Adapun “transaksi keuangan” diartikan sebagai transaksi untuk
melakukan atau menerima penempatan, penyetoran, dan atau kegiatan
lain yang berhubungan dengan uang. Transaksi keuangan menjadi
unsur tindak pidana pencucian uang adalah transaksi keuangan yang
mencurigakan atau patut dicurigai baik transaksi dalam bentuk tunai
maupun melalui proses pentransferan/ memindahbukukan.
Transaksi keuangan mencurigakan menurut ketentuan yang
tertuang pada Pasal 1 angka (5) Undang-undang No.8 Tahun 2010
adalah transaksi keuangan yang menyimpang dari profil,
karakteristik, atau kebiasaan pola transaksi dari nasabah yang
bersangkutan :
1) Transaksi keuangan oleh pengguna jasa keuangan yang patut
diduga dilakukan dengan tujuan untuk menghindari pelaporan
transaksi yang bersangkutan yang wajib dilakukan oleh
penyedia jasa keuangan sesuai dengan ketentuan Undang-
undang ini.
2) Transaksi keuangan yang dilakukan maupun yang batal
dilakukan dengan menggunakan harta kekayaan yang diduga
berasal dari hasil tindak pidana.
3) Transaksi keuangan yang di minta oleh PPATK untuk
dilaporkan oleh pihak pelapor karena melibatkan harta
kekayaan yang diduga berasal dari hasil tindak pidana.6
Menyebutkan tindak pidana pencucian uang salah satunya
harus memenuhi unsur adanya perbuatan melawan hukum
sebagaimana dimaksud dalam Pasal 3 Undang-undang No.8 Tahun
2010, dimana perbuatan melawan hukum tersebut terjadi karena
pelaku melakukan tindakan pengelolaan atas harta kekayaan yang
merupakan hasil tindak pidana.
4. Sanksi Pidana Tindak Pidana Pencucian Uang
Sanksi daripada kejahatan tindak pidana pencucian uang itu
sendiri tercantum dalam Pasal-pasal di atas, yaitu :
a) Pasal 3 Undang-undang Nomor 8 Tahun 2010 ( pelaku aktif)
“setiap orang yang menempatkan, mentrasnfer, mengalihkan,
membelanjakan, membayarkan, menghibahkan, menitipkan,
membawa ke luar negeri, mengubah bentuk, menukarkan dengan
mata uang atau surat berharga atau perbuatan lain atas harta
kekayaan yang diketahuinya atau patut diduganya merupakan
hasil tindak pidana dengan tujuan menyembunyikan atau
menyamarkan asal usul harta kekayaan dipidana karena tindak
pidana penjara paling lama 20 (dua puluh) tahun dan denda paling
banyak Rp.10.000.000.000 (sepuluh miliar rupiah)”.
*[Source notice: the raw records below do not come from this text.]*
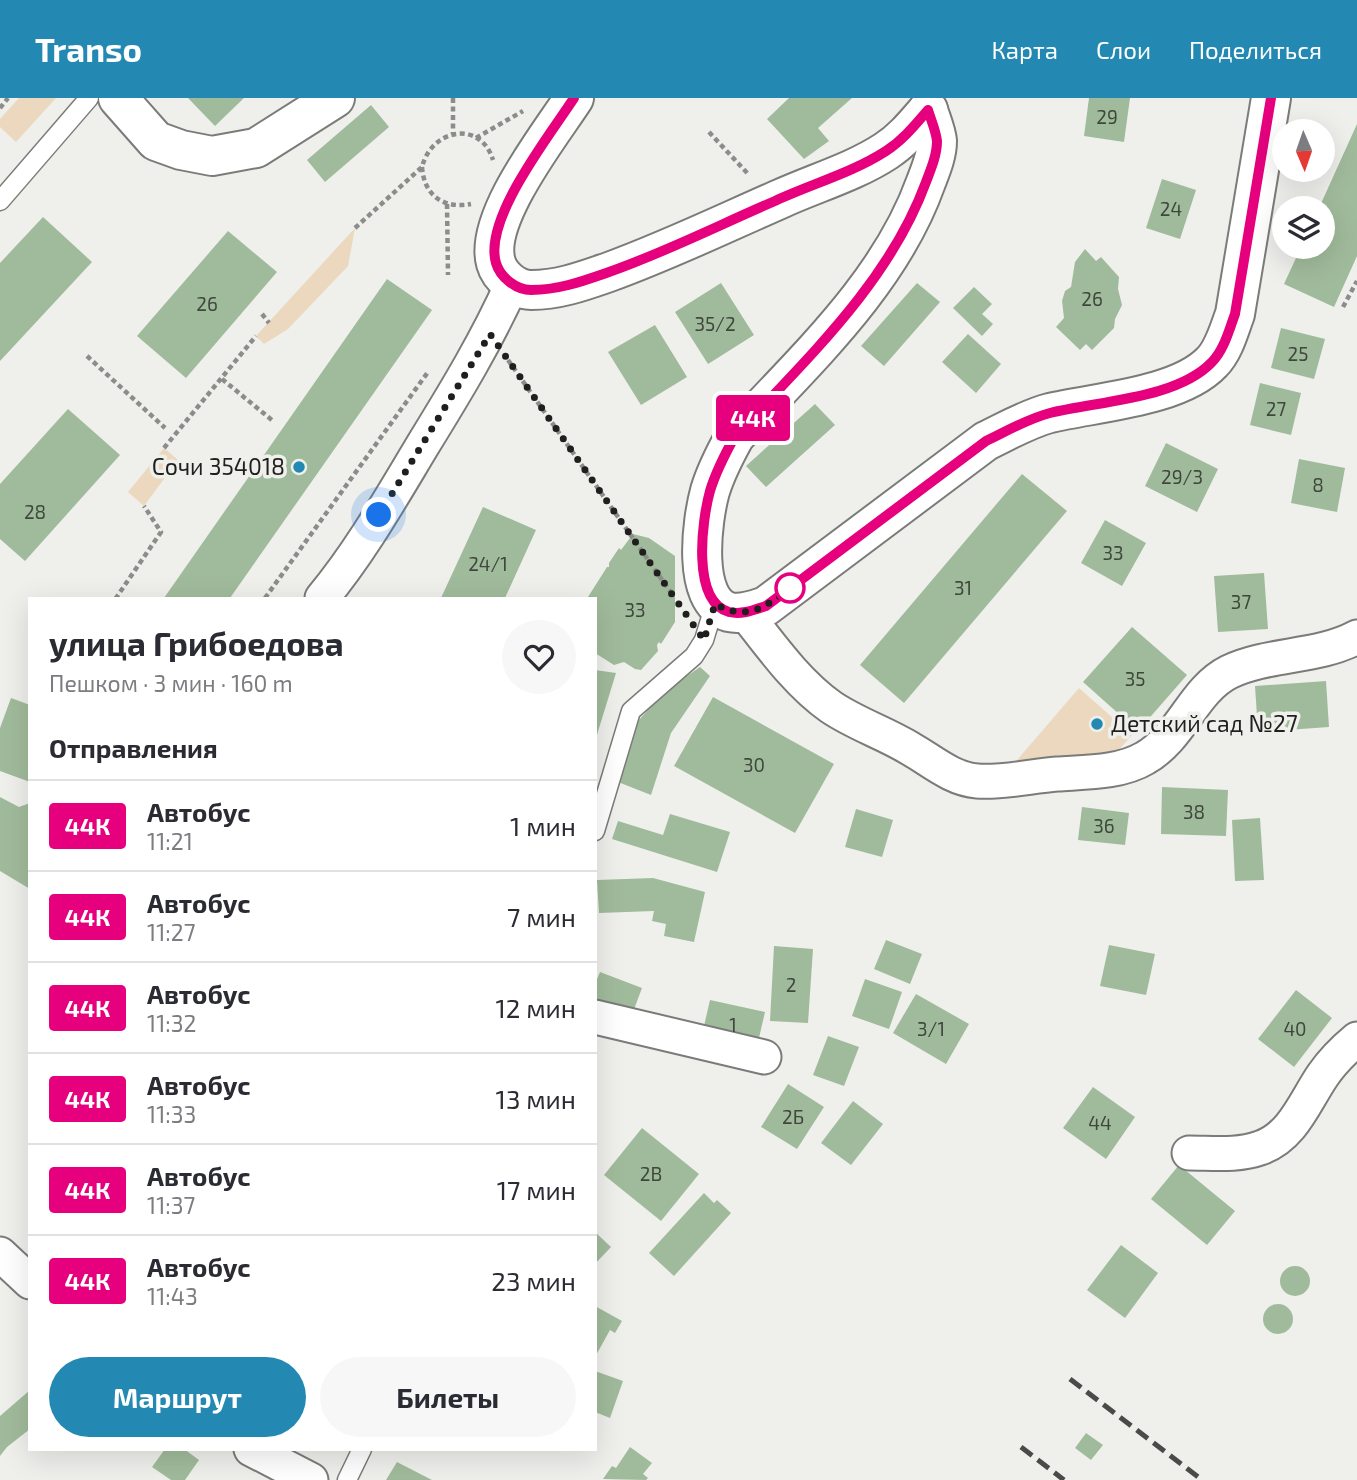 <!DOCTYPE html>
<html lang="ru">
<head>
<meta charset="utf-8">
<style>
	:root { --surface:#fff; --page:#f7f7f7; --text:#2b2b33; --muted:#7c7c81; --line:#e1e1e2; --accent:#2389b2 }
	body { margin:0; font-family:"Exo 2",sans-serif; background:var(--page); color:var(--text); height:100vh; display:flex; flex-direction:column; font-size:26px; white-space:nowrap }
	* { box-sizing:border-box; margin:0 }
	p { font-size:23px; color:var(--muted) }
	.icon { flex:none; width:38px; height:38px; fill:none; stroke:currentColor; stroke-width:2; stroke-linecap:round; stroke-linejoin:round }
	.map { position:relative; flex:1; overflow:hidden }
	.side { position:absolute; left:28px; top:499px; width:569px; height:854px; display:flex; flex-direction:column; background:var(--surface); border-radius:0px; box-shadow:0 7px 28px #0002 }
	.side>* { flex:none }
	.badge { padding:0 14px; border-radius:5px; font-size:24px; line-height:46px }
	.needle { width:46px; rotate:178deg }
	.buttons { position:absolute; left:1272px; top:21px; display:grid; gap:14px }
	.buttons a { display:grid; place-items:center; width:63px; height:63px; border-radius:50%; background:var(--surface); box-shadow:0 7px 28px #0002; font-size:35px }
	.you { position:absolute; width:35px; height:35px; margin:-18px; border:5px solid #fff; border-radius:50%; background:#1a73e8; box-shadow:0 0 0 10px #1a73e833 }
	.map>.badge { position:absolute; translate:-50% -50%; box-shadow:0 0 0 4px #fff }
	h2 { padding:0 21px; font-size:26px; line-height:63px }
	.round { display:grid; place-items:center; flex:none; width:74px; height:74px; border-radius:37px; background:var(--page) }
	.summary { display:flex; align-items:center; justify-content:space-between; height:119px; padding:0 21px }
	h1 { font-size:33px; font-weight:700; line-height:52px }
	.button { display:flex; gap:14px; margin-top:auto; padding:14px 21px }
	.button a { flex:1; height:80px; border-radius:42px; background:var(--accent); color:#fff; font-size:28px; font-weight:700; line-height:80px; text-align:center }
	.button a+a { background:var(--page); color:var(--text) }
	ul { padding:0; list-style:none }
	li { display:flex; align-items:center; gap:21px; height:91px; padding:0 21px; border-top:2px solid var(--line) }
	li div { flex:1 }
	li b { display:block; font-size:26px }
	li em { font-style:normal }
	li .badge { min-width:77px; font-weight:700; text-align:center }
	header { display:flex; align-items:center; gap:42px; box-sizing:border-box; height:98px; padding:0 35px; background:var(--accent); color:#fff }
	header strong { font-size:33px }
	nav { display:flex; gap:38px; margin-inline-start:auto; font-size:24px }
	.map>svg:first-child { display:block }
	.green { fill:#ebd8bf }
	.building { fill:#a0bb9b }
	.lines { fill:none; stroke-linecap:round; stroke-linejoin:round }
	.service-casing { stroke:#7b7c79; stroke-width:21 }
	.minor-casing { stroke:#7b7c79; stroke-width:37 }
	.tertiary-casing { stroke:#7b7c79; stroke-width:42 }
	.path { stroke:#8c8d8a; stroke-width:4.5; stroke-dasharray:5 3.5; stroke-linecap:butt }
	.service { stroke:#fff; stroke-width:18 }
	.minor { stroke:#fff; stroke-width:33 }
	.tertiary { stroke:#fff; stroke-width:38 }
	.rail { stroke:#4a4b49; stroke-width:5; stroke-dasharray:14 7; stroke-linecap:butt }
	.line-casing { stroke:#fff; stroke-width:16 }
	.line { stroke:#e6007e; stroke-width:10 }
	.walk { stroke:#1f201e; stroke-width:7; stroke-dasharray:0 12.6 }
	.poi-dot { fill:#2389b2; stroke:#eff0ec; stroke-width:2.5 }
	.stop-dot { fill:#fff; stroke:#e6007e; stroke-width:3.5 }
	.labels { text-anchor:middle; stroke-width:7; stroke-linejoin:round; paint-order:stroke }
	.number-label { font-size:19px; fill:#3f473d }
	.poi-label { font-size:23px; fill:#1f201e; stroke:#eff0ec; text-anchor:end }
</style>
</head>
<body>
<header>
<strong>Transo</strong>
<nav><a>Карта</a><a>Слои</a><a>Поделиться</a></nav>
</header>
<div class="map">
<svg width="1357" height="1382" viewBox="0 0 1357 1382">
	<rect width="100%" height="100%" fill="#eff0ec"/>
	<g class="green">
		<path d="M 19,0 L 56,0 L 16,44 L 0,29 L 0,21 Z"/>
		<path d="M 355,130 L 348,168 L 288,231 L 264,246 L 256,238 Z"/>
		<path d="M 164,350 L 178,362 L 144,408 L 128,394 Z"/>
		<path d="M 1079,590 L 1132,637 L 1107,665 L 1011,669 Z"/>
	</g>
	<g class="building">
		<path d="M 188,0 L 244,0 L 215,28 Z"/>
		<path d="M 789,0 L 852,0 L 818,30 L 829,43 L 804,61 L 767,21 Z"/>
		<path d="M 1089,0 L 1130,0 L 1124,44 L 1084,38 Z"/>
		<path d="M 371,7 L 389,29 L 325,84 L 307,62 Z"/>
		<path d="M 1357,26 L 1357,158 L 1334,209 L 1284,186 L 1301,149 L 1323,149 L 1323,110 L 1319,110 Z"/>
		<path d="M 1162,81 L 1196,92 L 1180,141 L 1146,130 Z"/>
		<path d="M 43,119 L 92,164 L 0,263 L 0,165 Z"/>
		<path d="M 228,133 L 277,174 L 186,280 L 137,238 Z"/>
		<path d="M 1085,151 L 1096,163 L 1101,159 L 1119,179 L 1118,191 L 1122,207 L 1115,221 L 1114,230 L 1092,252 L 1086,246 L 1080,252 L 1056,229 L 1064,220 L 1062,203 L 1065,193 L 1071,189 L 1075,164 Z"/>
		<path d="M 387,181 L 432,212 L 230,500 L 164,500 Z"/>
		<path d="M 721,185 L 754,237 L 708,266 L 675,214 Z"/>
		<path d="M 917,185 L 940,204 L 884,268 L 861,248 Z"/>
		<path d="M 974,189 L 992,206 L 982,216 L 993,226 L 982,238 L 953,210 Z"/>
		<path d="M 655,227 L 687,279 L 641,307 L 608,254 Z"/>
		<path d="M 1281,230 L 1325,241 L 1314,281 L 1271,270 Z"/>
		<path d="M 968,236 L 1001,266 L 976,295 L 942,264 Z"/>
		<path d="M 1260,285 L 1301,295 L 1291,337 L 1250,327 Z"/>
		<path d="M 815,306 L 835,327 L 766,389 L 746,368 Z"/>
		<path d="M 68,311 L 120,357 L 25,463 L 0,441 L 0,386 Z"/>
		<path d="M 1166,345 L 1218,371 L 1197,414 L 1145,388 Z"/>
		<path d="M 1299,361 L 1345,370 L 1337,414 L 1291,405 Z"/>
		<path d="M 1022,376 L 1067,413 L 904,605 L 860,567 Z"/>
		<path d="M 483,409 L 536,432 L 505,500 L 441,500 Z"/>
		<path d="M 1105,422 L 1146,445 L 1122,488 L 1081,465 Z"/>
		<path d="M 633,436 L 649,440 L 675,458 L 675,524 L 661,546 L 659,544 L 657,547 L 658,553 L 641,572 L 635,571 L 624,564 L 614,567 L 595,555 L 595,500 L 588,499 L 607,469 L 609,469 L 609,465 L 619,450 L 621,452 Z"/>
		<path d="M 1264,475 L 1268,531 L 1218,534 L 1214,478 Z"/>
		<path d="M 1132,529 L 1187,577 L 1138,633 L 1083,584 Z"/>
		<path d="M 700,569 L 710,578 L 671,635 L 651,697 L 618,684 L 638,623 L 665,593 Z"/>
		<path d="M 595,572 L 616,575 L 596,640 L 595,640 Z"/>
		<path d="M 1326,583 L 1329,629 L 1258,634 L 1255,588 Z"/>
		<path d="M 713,599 L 834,666 L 795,735 L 674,668 Z"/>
		<path d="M 11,600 L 30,607 L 30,684 L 0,673 L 0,630 Z"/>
		<path d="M 1162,689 L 1228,692 L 1226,738 L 1161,736 Z"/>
		<path d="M 0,699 L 19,709 L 30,705 L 30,791 L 0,773 Z"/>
		<path d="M 1082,709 L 1129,715 L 1125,747 L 1078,742 Z"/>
		<path d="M 856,711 L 893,722 L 882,759 L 845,749 Z"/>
		<path d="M 670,716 L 730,734 L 717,774 L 612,741 L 618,723 L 663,737 Z"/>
		<path d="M 1260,720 L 1264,782 L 1235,783 L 1232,722 Z"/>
		<path d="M 653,780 L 705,794 L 694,844 L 664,838 L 666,826 L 652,823 L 654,813 L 599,815 L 597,782 Z"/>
		<path d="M 886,842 L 922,856 L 910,886 L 874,871 Z"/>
		<path d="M 1109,847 L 1155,856 L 1146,897 L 1100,888 Z"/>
		<path d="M 774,848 L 813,851 L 808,925 L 770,923 Z"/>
		<path d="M 600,874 L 642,890 L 630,922 L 595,908 L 595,886 Z"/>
		<path d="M 865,881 L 902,894 L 889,931 L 852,918 Z"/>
		<path d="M 1296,892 L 1332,920 L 1294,969 L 1258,941 Z"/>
		<path d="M 916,896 L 969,926 L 946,966 L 893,935 Z"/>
		<path d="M 710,902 L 765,914 L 756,953 L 701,941 Z"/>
		<path d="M 828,938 L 859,949 L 844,988 L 813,977 Z"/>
		<path d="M 788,986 L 824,1009 L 797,1051 L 761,1029 Z"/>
		<path d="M 1093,989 L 1135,1019 L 1106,1061 L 1063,1030 Z"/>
		<path d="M 853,1003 L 883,1026 L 851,1067 L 821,1045 Z"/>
		<path d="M 642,1030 L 699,1076 L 661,1123 L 604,1077 Z"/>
		<path d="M 1179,1067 L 1235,1113 L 1207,1147 L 1151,1101 Z"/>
		<path d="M 704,1095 L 714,1105 L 717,1102 L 731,1115 L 674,1178 L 649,1155 Z"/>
		<path d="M 595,1134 L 611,1149 L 595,1166 Z"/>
		<path d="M 1121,1147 L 1158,1175 L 1125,1220 L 1087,1192 Z"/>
		<circle cx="1295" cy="1183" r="15"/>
		<circle cx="1278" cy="1221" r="15"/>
		<path d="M 595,1208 L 622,1223 L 615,1235 L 610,1232 L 595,1259 Z"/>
		<path d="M 595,1273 L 623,1283 L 610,1320 L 595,1314 Z"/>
		<path d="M 30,1292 L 30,1331 L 7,1349 L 0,1358 L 0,1318 Z"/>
		<path d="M 1086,1335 L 1103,1347 L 1091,1362 L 1075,1350 Z"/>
		<path d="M 630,1349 L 652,1365 L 643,1376 L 648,1380 L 646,1382 L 603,1381 L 612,1368 L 616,1370 Z"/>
		<path d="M 165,1351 L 184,1351 L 199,1362 L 185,1382 L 171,1382 L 152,1369 Z"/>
		<path d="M 397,1364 L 432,1382 L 386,1382 Z"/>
	</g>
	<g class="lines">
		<g class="service-casing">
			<g id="service">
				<path d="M 0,103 L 89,0"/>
				<path d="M 595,733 L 631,613 L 694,558 L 704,542 L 715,506"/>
				<path d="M 347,1382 L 362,1351"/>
			</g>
		</g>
		<g class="minor-casing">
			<g id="minor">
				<path d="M 322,500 C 361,453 392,398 424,345 C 456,293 487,242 512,186"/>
				<path d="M 745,515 C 771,548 797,585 831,609 C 856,626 885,635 911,651 C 932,663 952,681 977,683 C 1003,685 1031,678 1057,676 C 1085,674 1120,675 1145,660 C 1182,639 1193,592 1229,574 C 1269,555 1318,560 1357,539"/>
				<path d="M 595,919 L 764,959"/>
				<path d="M 1189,1055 C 1213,1055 1238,1058 1260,1050 C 1293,1039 1305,1003 1323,977 C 1332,964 1345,951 1357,941"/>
				<path d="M 0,1156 L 30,1184"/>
				<path d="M 251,1351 L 311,1382"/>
			</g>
		</g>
		<g class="tertiary-casing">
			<g id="tertiary">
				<path d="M 118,0 L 156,43 L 181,52 L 212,58 L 256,50 L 335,0"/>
				<path d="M 574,0 C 550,37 483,121 496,165 C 500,179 516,192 531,192 C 559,192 583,183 609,174 C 667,153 723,126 780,101 C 815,85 854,74 886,53 C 903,42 915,27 928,12"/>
				<path d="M 928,12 C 931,22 936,33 937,43 C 937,57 931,71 926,84 C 890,185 806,261 735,338 C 725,356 716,373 710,393 C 702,422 691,503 729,514 C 742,517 754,512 766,508 L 986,343 C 1007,333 1027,321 1050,315 C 1097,304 1179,299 1212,264 C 1224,252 1229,232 1235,216 L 1271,0"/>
			</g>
		</g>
		<g class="path">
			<path d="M 453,0 L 453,36"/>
			<path d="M 0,10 L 8,0"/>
			<path d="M 709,34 L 749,77"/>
			<path d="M 476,40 L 523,13"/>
			<path d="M 422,69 C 424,98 444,111 471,106"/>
			<path d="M 447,106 L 448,177"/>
			<path d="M 355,130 L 422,69 C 432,30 481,22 493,62"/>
			<path d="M 1343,209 L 1357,183"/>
			<path d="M 262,216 L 269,225"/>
			<path d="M 87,258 L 165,330"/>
			<path d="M 508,262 L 672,496"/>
			<path d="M 222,281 L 273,323"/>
			<path d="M 164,350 L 256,238"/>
			<path d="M 117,500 L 116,500 L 161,434 L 144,408"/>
			<path d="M 265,500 L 428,274"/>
		</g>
		<use href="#service" class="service"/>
		<use href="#minor" class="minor"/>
		<use href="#tertiary" class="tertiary"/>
		<g class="rail">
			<path d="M 1070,1281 L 1202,1382"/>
			<path d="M 1021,1349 L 1064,1382"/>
		</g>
	</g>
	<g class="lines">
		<g class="line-casing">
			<path id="line" d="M 574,0 C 550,37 483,121 496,165 C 500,179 516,192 531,192 C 559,192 583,183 609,174 C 666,154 719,127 775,103 C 811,86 852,75 886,53 C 903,42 915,27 928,12 C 931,22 936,33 937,43 C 937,57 931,71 926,84 C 889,185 806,261 735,338 C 725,356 716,373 710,393 C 702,422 691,503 729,514 C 742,517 754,512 766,508 L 986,343 C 1007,333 1027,321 1050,315 C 1098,303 1177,301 1212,264 C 1224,252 1229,232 1235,216 L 1271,0"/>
		</g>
		<use href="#line" class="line"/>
		<path class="walk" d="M 379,417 L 490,236 L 704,542 L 715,506 C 746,523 765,510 790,490"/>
	</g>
	<g class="poi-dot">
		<circle cx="299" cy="369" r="7"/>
		<circle cx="1097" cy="626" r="7"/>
	</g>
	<circle class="stop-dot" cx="790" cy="490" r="14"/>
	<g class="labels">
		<g class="number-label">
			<text x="1107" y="26">29</text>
			<text x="1171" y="118">24</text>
			<text x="1092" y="208">26</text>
			<text x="207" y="213">26</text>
			<text x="715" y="233">35/2</text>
			<text x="1298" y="263">25</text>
			<text x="1276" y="318">27</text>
			<text x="1182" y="386">29/3</text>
			<text x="1318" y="394">8</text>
			<text x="35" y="421">28</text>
			<text x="1113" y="462">33</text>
			<text x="488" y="473">24/1</text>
			<text x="963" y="497">31</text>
			<text x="1241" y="511">37</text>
			<text x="635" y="519">33</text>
			<text x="1135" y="588">35</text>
			<text x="754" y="674">30</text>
			<text x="1194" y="721">38</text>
			<text x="1104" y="735">36</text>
			<text x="791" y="894">2</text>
			<text x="733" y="934">1</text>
			<text x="931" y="938">3/1</text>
			<text x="1295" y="938">40</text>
			<text x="793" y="1026">2Б</text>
			<text x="1100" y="1032">44</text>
			<text x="651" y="1083">2В</text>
		</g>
		<g class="poi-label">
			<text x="285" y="377">Сочи 354018</text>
			<text x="1111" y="634" text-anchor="start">Детский сад №27</text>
		</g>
	</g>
</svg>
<div class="buttons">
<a><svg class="needle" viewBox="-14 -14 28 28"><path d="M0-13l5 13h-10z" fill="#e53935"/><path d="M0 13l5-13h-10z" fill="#7c7c81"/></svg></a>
<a><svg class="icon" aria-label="layers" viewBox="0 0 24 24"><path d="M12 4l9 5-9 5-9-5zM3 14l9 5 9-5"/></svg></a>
</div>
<div class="you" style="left:379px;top:417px"></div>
<b class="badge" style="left:753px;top:320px;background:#e6007e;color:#fff">44К</b>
<section class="side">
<div class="summary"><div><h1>улица Грибоедова</h1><p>Пешком · 3 мин · 160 m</p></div><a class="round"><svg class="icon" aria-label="heart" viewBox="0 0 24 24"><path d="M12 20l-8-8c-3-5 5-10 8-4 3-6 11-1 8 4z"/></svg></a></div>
<h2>Отправления</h2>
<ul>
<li><span class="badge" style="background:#e6007e;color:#fff">44К</span><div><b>Автобус</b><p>11:21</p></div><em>1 мин</em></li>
<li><span class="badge" style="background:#e6007e;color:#fff">44К</span><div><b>Автобус</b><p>11:27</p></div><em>7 мин</em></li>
<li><span class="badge" style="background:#e6007e;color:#fff">44К</span><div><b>Автобус</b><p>11:32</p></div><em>12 мин</em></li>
<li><span class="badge" style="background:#e6007e;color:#fff">44К</span><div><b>Автобус</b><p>11:33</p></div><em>13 мин</em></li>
<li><span class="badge" style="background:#e6007e;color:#fff">44К</span><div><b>Автобус</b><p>11:37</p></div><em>17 мин</em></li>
<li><span class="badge" style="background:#e6007e;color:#fff">44К</span><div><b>Автобус</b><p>11:43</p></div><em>23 мин</em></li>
</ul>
<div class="button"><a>Маршрут</a><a>Билеты</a></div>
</section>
</div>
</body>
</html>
b) Pasal 4 Undang-undang Nomor 8 Tahun 2010 ( pelaku aktif )
6 Adrian Sutedi, Hukum Perbankan Suatu Tinjauan Pencucian Uang, Merger, Likuidasi.
Dan Kepailitan, Jakarta: Sinar Grafika, 2010, hlm 24
“Setiap orang yang menyembunyikan atau menyamarkan asal
usul, sumber, lokasi, peruntukan, pengalihan hak-hak, atau
kepemilikan yang sebenarnya atas harta kekayaan yang
diketahuinya atau patut diduganya merupakan hasil tindak pidana
pencucian uang dengan penjara paling lama 20 (dua puluh) tahun
dan denda paling banyak Rp.5.000.000.000 (lima miliar rupiah)”.
c) Pasal 5 Undang-undang Nomor 8 Tahun 2010 ( pelaku pasif)
“setiap orang yang menerima atau menguasai penempatan,
pentransferan, pembayaran, hibah, sumbangan, penitipan,
penukaran, atau menggunakan harta kekayaan yang diketahuinya
hasil tindak pidana dipidana dengan pidana penjara paling lama 5
(lima) tahun dan denda paling banyak Rp.1.000.000.000 (satu
miliar rupiah)”.
5. Sejarah Pemberantasan Tindak Pidana Pencucian Uang
Praktik pencucian uang telah terjadi 2000 tahun sebelum
masehi hal ini dibuktikan dengan adanya pedagang-pedagang cina
yang menghindari kewajiban membayar pajak, kemudian membawa
seluruh uangnya dan mengembara berpindah-pindah tempat. Selain di
Negeri Cina pencucian uang juga diduga telah muncul di Perancis pada
abad ke-17 dengan bukti sejarah saat para bangsawan dan keluarga
kerajaan yang menganut agama Protestan Hugenot membawa seluruh
kekayaan ke Swiss, karena mendapat tekanan politik oleh penguasa
pada jaman tersebut, secara kebetulan Swiss di tahun 1930-an mulai
menerapkan Bank Secrecy Law untuk membantu pihak-pihak yang
menginginkan untuk menyembunyikan kekayaan dari suatu ketakutan
terhadap ancaman Nazi dan alasan lain. Namun kebijakan hukum
tersebut justru menarik perhatian pihak lain yang berniat
menyembunyikan harta kekayaan mereka ( baik harta yang sah atau
tidak sah ) agar tidak dapat diketahui keberadaannya, ditambah Swiss
tidak menjadikan Tax Evasion ( penghindaran pajak ) sebagai suatu
kejahatan, hingga setiap orang yang akan menaruh dananya disana
tidak akan melalui pemeriksaan yang sangat ketat.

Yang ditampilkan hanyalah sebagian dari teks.